▽
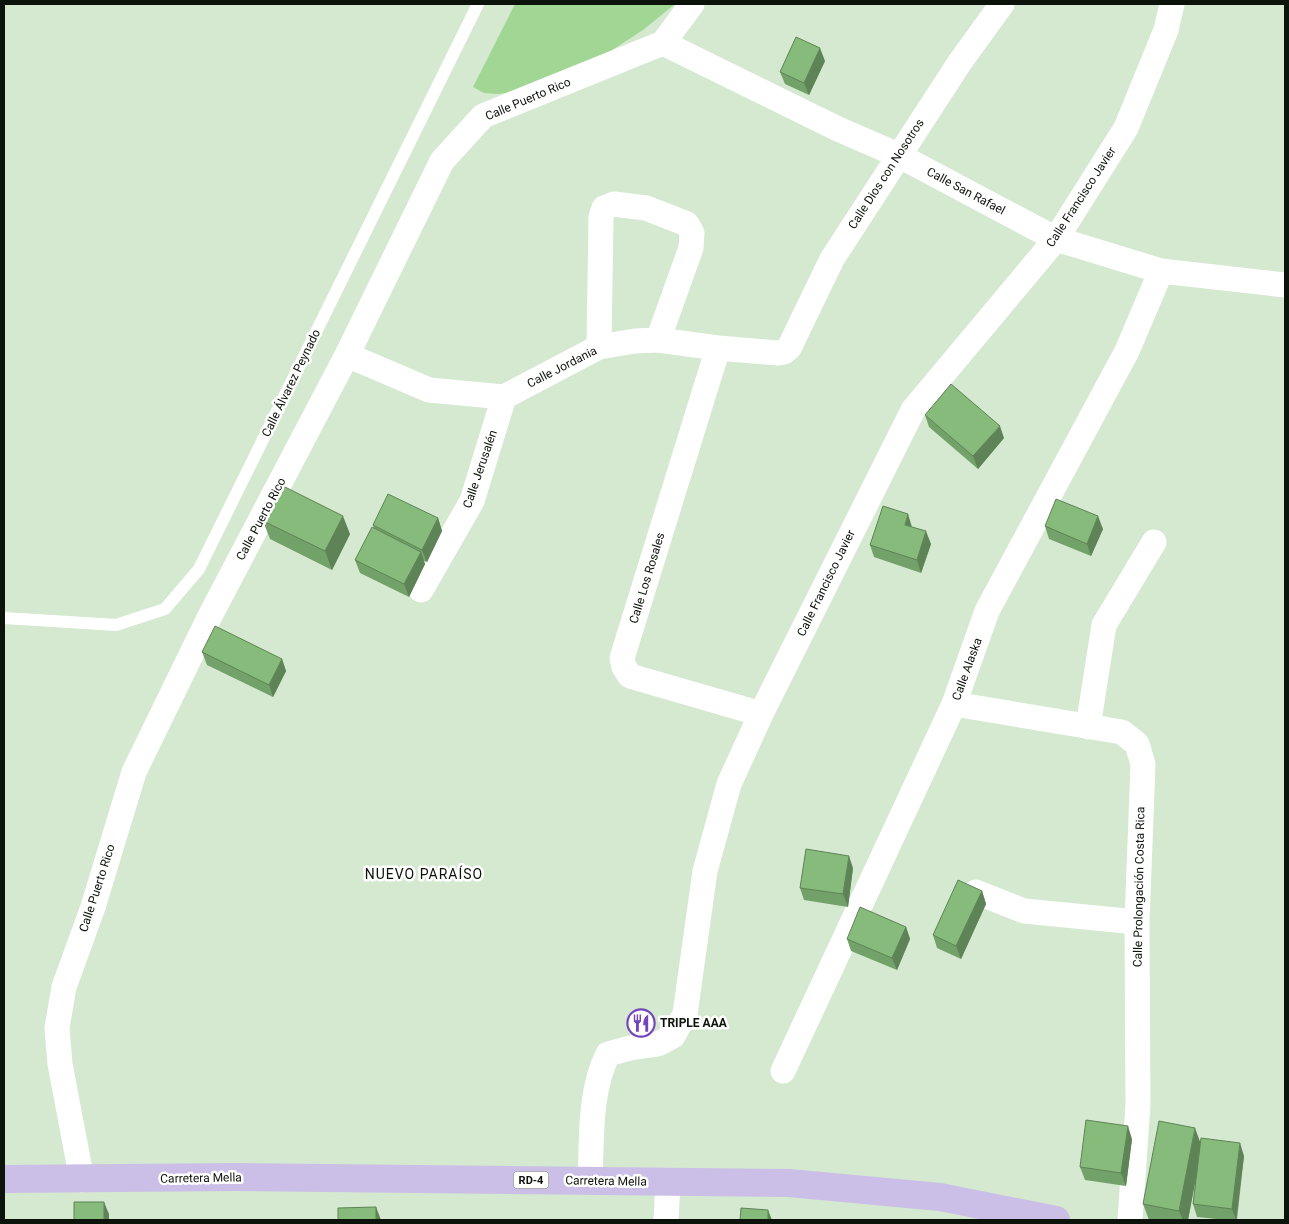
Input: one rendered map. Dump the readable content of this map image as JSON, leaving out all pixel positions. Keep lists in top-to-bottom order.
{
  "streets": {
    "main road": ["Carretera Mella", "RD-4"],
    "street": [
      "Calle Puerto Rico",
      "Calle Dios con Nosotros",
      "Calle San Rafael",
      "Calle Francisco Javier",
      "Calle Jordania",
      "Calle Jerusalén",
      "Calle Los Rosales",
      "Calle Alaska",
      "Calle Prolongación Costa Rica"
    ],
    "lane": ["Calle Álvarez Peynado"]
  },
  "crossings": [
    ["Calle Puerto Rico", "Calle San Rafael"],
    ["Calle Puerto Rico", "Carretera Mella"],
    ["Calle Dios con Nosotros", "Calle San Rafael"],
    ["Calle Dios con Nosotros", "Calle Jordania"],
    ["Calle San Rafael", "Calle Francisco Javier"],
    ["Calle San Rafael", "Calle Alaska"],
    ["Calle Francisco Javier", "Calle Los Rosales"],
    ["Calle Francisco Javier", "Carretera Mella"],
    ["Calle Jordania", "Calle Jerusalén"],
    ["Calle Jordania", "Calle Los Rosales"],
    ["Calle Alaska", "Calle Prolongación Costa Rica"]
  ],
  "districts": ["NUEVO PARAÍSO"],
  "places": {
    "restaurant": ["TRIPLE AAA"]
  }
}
△
▽
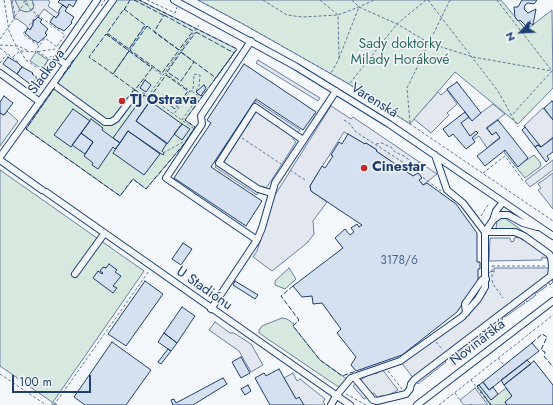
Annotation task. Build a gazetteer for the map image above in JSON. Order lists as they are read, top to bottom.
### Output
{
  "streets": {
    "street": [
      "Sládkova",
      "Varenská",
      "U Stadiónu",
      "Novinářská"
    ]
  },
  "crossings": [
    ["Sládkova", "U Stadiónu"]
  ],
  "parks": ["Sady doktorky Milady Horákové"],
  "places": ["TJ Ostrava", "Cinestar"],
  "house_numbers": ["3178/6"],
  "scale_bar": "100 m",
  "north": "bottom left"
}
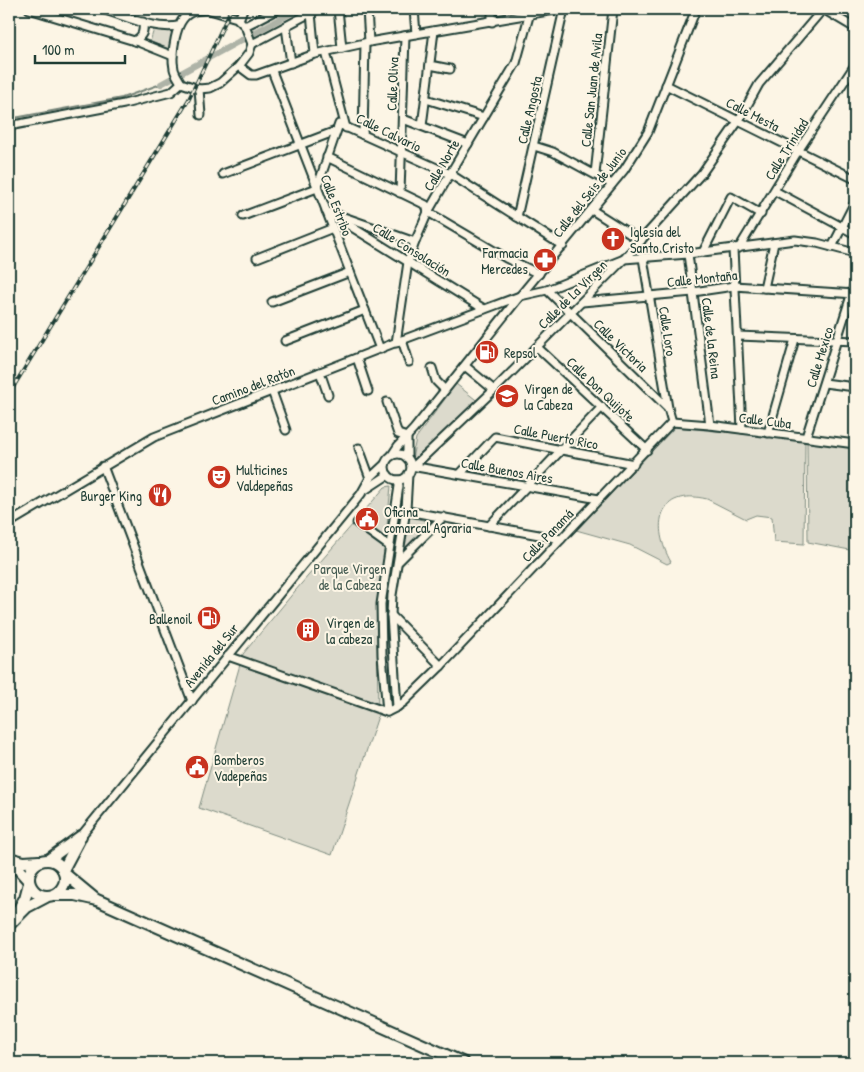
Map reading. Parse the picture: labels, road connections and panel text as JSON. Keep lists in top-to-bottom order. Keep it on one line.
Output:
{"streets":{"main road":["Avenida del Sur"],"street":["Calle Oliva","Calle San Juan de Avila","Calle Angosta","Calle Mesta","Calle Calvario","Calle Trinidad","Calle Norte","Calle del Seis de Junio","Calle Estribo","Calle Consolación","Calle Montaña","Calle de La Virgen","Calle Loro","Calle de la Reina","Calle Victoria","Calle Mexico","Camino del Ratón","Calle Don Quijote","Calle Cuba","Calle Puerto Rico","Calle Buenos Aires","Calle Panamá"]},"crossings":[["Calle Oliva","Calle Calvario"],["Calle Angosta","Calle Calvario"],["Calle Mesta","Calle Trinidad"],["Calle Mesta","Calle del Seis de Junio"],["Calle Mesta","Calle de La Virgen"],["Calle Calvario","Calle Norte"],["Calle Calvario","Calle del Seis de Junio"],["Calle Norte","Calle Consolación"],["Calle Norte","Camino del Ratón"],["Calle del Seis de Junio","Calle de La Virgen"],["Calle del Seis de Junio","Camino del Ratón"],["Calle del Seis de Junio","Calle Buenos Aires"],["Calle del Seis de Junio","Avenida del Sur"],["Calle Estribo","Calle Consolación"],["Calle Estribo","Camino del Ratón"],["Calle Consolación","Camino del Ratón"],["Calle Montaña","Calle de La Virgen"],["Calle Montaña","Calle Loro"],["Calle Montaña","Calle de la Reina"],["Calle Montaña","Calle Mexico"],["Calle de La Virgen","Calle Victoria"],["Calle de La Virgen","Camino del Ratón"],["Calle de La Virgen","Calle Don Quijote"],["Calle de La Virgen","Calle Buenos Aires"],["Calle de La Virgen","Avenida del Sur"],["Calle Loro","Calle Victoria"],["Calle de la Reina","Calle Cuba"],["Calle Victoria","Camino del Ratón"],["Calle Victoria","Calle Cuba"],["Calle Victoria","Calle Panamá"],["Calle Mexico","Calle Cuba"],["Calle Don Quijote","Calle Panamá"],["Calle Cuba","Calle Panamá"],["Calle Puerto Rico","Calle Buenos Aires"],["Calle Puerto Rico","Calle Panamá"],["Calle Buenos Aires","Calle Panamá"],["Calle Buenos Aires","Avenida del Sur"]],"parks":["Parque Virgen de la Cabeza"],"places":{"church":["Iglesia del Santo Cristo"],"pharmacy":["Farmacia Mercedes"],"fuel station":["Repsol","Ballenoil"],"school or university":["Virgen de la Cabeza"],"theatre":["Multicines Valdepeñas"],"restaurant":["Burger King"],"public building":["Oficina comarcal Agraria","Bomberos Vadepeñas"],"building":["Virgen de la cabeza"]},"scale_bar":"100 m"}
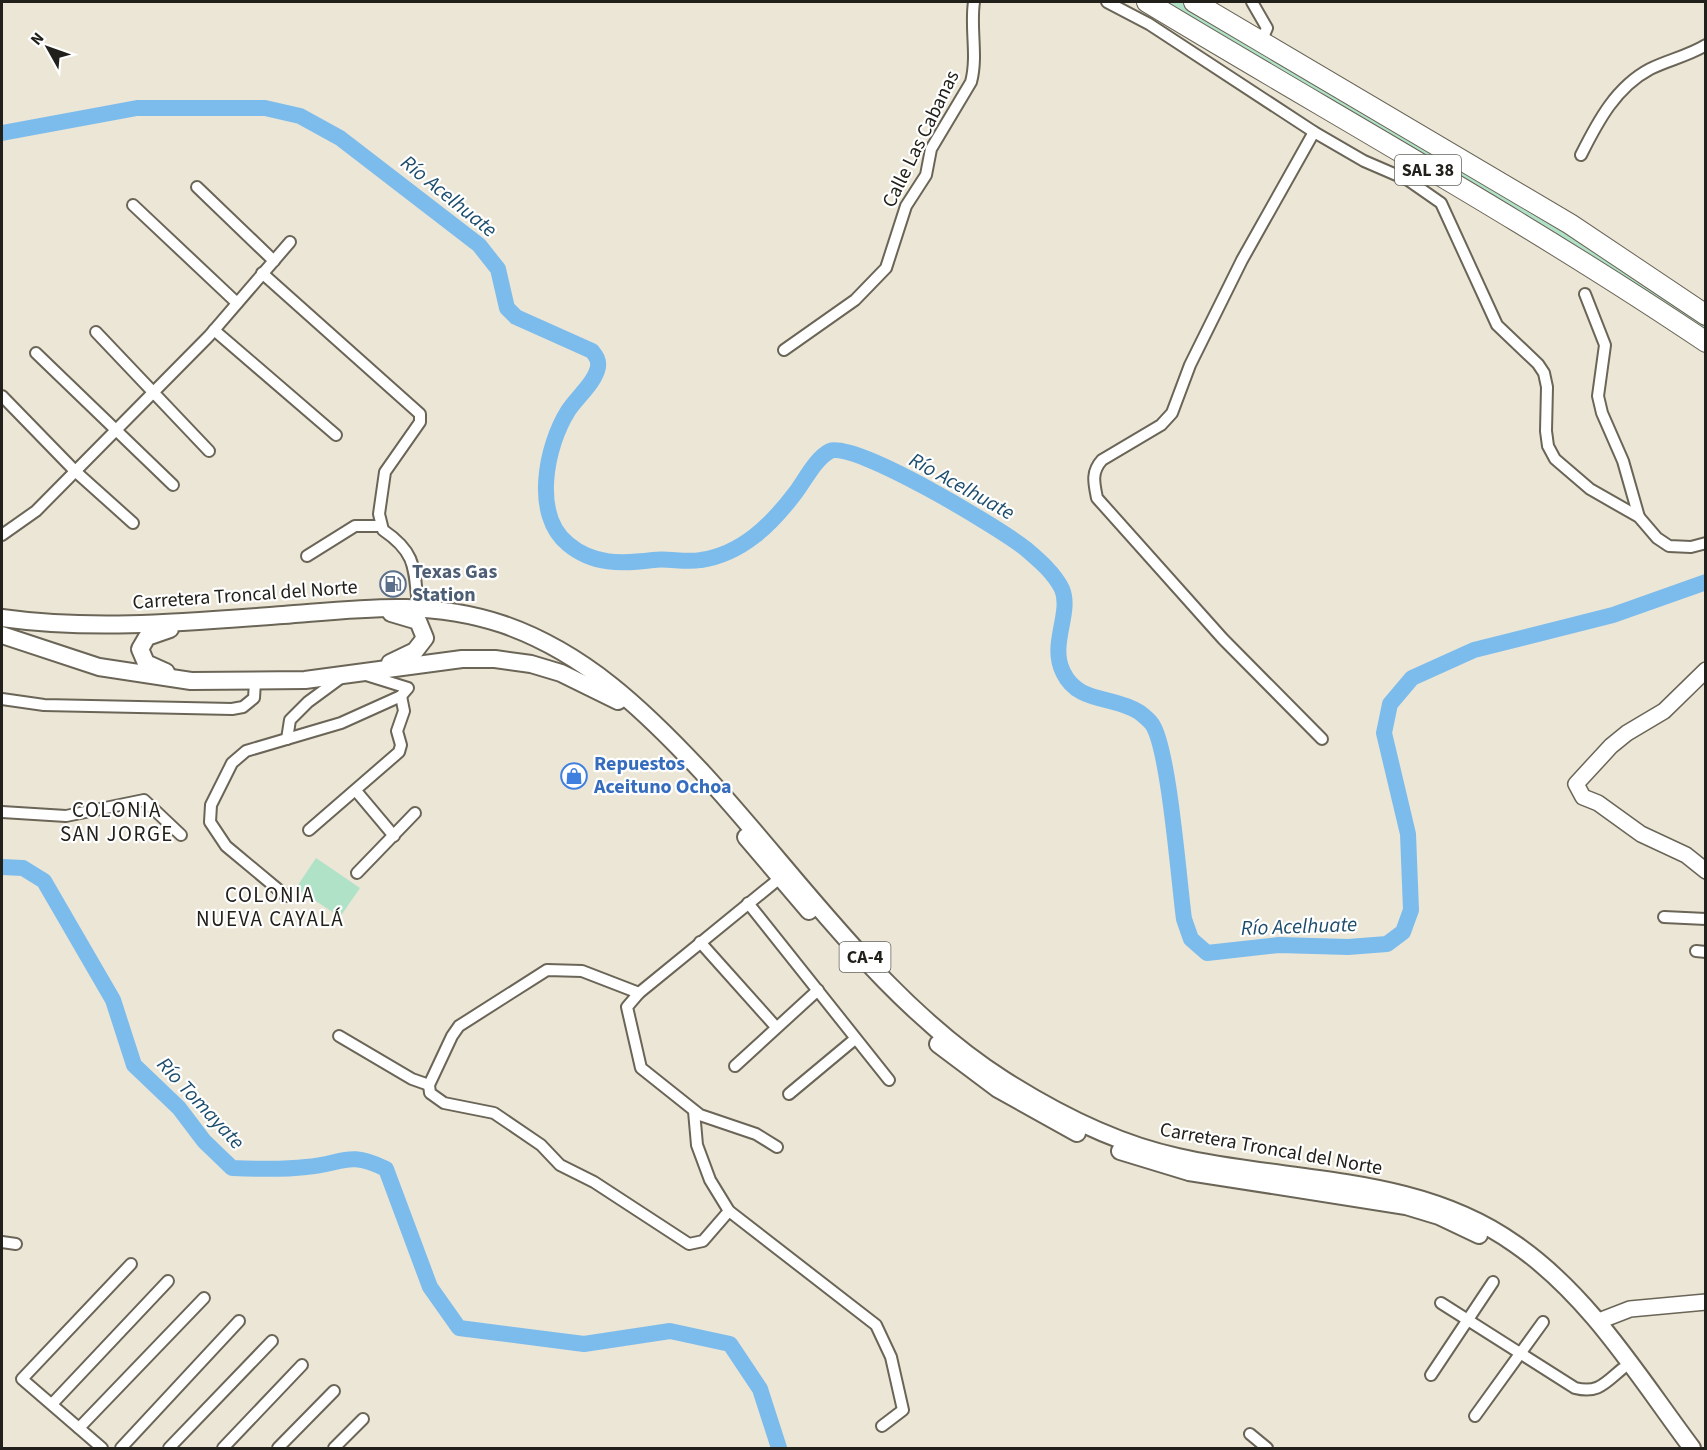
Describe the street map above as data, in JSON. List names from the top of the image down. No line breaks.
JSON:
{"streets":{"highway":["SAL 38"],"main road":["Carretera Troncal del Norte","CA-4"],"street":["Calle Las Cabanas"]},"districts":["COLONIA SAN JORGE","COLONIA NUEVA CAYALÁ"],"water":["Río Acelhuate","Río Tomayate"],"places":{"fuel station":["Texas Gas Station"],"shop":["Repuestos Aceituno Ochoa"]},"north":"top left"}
△
Task brief = Output exactly the lines above that lie between the line with "Annotation task. Build" and the line with "Map reading. Parse", those two lines included, and no pictures.

Solution for this problem =
Annotation task. Build a gazetteer for the map image above in JSON. Order lists as they are read, top to bottom.
### Output
{
  "streets": {
    "street": [
      "Sládkova",
      "Varenská",
      "U Stadiónu",
      "Novinářská"
    ]
  },
  "crossings": [
    ["Sládkova", "U Stadiónu"]
  ],
  "parks": ["Sady doktorky Milady Horákové"],
  "places": ["TJ Ostrava", "Cinestar"],
  "house_numbers": ["3178/6"],
  "scale_bar": "100 m",
  "north": "bottom left"
}
Map reading. Parse the picture: labels, road connections and panel text as JSON. Keep lists in top-to-bottom order. Keep it on one line.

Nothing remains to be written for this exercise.